> **Task details**
Of the material below, the lines to be retyped are those from the line containing "M0 1298 28 1352" through the line containing "249 124 383", inclusive; reproduce them exactly.

> **Data excerpts**
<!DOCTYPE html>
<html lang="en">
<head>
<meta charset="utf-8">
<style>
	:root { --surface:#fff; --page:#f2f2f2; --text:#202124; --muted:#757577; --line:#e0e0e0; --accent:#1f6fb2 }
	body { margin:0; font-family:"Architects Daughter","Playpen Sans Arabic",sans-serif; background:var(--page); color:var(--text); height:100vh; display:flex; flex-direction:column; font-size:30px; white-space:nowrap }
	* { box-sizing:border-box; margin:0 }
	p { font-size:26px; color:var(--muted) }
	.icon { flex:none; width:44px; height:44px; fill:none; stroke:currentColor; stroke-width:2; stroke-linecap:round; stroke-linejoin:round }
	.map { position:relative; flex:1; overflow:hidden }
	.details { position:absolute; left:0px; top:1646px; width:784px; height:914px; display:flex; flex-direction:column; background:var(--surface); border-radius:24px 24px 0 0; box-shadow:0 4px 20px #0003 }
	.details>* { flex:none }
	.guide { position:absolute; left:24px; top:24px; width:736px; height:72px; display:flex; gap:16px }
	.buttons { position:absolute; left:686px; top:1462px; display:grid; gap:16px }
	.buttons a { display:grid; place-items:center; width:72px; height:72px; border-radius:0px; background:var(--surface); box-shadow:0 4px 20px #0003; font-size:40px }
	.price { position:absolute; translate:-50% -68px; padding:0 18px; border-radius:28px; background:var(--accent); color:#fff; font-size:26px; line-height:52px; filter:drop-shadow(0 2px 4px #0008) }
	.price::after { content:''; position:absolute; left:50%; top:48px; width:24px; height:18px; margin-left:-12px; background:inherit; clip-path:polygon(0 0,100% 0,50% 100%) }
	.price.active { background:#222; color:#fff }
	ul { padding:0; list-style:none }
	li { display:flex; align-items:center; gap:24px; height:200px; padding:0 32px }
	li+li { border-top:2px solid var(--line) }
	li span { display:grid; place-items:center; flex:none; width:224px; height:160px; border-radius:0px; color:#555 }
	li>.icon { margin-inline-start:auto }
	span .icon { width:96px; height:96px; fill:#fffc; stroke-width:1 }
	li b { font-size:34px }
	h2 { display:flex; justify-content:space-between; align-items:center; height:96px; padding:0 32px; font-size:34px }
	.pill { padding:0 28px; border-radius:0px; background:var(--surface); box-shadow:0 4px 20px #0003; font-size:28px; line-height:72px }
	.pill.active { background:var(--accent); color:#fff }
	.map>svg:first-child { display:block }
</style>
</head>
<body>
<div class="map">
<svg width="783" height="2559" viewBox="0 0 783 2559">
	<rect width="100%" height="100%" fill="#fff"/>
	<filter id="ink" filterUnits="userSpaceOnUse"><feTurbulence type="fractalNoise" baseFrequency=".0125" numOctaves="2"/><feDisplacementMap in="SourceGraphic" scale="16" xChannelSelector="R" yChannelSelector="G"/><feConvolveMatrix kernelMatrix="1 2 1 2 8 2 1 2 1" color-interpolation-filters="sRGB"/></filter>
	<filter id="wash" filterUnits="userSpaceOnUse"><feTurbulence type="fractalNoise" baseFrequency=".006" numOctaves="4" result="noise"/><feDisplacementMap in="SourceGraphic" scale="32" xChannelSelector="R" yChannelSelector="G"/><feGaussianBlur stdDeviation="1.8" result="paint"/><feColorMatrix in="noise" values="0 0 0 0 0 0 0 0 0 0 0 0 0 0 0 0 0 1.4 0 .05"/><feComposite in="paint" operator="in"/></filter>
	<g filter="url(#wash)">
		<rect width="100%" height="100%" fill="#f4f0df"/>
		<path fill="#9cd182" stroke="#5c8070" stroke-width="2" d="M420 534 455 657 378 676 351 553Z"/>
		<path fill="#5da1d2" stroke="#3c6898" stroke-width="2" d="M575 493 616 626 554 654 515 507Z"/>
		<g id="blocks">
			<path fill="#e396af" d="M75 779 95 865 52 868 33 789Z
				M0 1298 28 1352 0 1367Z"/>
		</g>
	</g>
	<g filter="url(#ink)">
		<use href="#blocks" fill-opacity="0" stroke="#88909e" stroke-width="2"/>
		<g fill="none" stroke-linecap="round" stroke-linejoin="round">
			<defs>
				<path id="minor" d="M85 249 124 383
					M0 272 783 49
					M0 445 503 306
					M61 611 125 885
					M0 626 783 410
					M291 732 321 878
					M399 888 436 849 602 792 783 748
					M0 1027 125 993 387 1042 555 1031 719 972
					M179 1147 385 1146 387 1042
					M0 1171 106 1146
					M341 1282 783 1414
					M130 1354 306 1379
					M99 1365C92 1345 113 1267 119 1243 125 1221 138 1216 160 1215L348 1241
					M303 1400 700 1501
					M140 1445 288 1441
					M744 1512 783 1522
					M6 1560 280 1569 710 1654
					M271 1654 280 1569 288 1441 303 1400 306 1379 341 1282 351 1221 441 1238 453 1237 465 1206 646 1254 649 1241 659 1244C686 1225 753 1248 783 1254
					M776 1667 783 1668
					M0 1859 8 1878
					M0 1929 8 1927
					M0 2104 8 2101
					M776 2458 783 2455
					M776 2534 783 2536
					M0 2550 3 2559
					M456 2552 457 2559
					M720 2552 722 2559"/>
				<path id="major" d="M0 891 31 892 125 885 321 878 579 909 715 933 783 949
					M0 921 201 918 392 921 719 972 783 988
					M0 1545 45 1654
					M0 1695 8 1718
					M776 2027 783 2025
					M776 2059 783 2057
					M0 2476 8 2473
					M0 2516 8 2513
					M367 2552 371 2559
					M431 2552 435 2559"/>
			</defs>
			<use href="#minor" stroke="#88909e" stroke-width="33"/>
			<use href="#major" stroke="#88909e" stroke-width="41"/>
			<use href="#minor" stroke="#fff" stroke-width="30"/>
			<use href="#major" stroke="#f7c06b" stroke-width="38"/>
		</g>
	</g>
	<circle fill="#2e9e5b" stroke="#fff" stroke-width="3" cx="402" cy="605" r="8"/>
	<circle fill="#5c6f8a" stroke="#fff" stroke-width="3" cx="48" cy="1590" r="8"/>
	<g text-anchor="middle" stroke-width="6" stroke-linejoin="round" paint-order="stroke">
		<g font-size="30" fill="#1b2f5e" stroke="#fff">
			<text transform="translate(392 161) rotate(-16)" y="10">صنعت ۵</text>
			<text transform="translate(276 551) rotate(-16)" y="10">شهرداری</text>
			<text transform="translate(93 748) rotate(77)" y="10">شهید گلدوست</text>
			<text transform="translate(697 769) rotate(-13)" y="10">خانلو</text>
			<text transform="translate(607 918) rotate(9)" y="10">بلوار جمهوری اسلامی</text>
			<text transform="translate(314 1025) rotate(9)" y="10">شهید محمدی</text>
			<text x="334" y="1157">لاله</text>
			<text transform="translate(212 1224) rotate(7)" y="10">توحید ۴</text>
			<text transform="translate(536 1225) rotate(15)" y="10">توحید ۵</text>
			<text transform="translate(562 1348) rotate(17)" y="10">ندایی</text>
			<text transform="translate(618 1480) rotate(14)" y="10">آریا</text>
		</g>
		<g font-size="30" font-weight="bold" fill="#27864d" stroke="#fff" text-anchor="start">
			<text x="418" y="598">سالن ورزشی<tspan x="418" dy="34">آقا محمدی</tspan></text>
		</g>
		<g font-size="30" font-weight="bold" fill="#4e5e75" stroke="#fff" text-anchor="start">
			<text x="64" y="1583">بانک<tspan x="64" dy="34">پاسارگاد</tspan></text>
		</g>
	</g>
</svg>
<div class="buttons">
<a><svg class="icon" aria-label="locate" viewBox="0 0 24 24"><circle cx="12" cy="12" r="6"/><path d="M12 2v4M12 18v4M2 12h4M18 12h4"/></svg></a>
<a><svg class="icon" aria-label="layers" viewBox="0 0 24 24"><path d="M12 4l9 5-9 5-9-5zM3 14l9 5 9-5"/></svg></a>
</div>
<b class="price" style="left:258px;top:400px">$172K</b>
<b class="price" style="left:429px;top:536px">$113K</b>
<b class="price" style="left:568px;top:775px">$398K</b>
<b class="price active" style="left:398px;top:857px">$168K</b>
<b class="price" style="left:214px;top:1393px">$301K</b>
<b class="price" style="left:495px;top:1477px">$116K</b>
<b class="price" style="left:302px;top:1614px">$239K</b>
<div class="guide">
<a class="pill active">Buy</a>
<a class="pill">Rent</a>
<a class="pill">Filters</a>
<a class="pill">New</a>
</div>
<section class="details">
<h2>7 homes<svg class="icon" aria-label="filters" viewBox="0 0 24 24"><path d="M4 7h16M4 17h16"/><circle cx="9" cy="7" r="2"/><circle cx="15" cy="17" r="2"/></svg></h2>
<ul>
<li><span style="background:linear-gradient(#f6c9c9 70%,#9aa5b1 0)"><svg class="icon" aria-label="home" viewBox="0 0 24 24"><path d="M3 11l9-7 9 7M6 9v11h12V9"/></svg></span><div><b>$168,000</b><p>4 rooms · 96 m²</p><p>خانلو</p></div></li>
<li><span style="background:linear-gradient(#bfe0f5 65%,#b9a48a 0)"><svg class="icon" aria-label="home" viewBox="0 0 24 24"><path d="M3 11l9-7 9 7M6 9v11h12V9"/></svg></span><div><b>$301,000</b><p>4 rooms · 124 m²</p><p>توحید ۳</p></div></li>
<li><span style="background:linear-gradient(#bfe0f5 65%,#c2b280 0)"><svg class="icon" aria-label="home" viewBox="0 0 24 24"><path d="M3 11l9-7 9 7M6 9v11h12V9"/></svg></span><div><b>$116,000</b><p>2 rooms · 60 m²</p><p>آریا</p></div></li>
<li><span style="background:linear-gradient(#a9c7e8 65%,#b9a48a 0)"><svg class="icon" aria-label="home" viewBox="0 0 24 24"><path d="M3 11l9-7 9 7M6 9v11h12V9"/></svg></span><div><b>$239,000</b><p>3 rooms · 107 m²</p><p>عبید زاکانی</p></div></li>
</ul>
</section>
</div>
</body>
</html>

> **Answer to the exercise**
				M0 1298 28 1352 0 1367Z"/>
		</g>
	</g>
	<g filter="url(#ink)">
		<use href="#blocks" fill-opacity="0" stroke="#88909e" stroke-width="2"/>
		<g fill="none" stroke-linecap="round" stroke-linejoin="round">
			<defs>
				<path id="minor" d="M85 249 124 383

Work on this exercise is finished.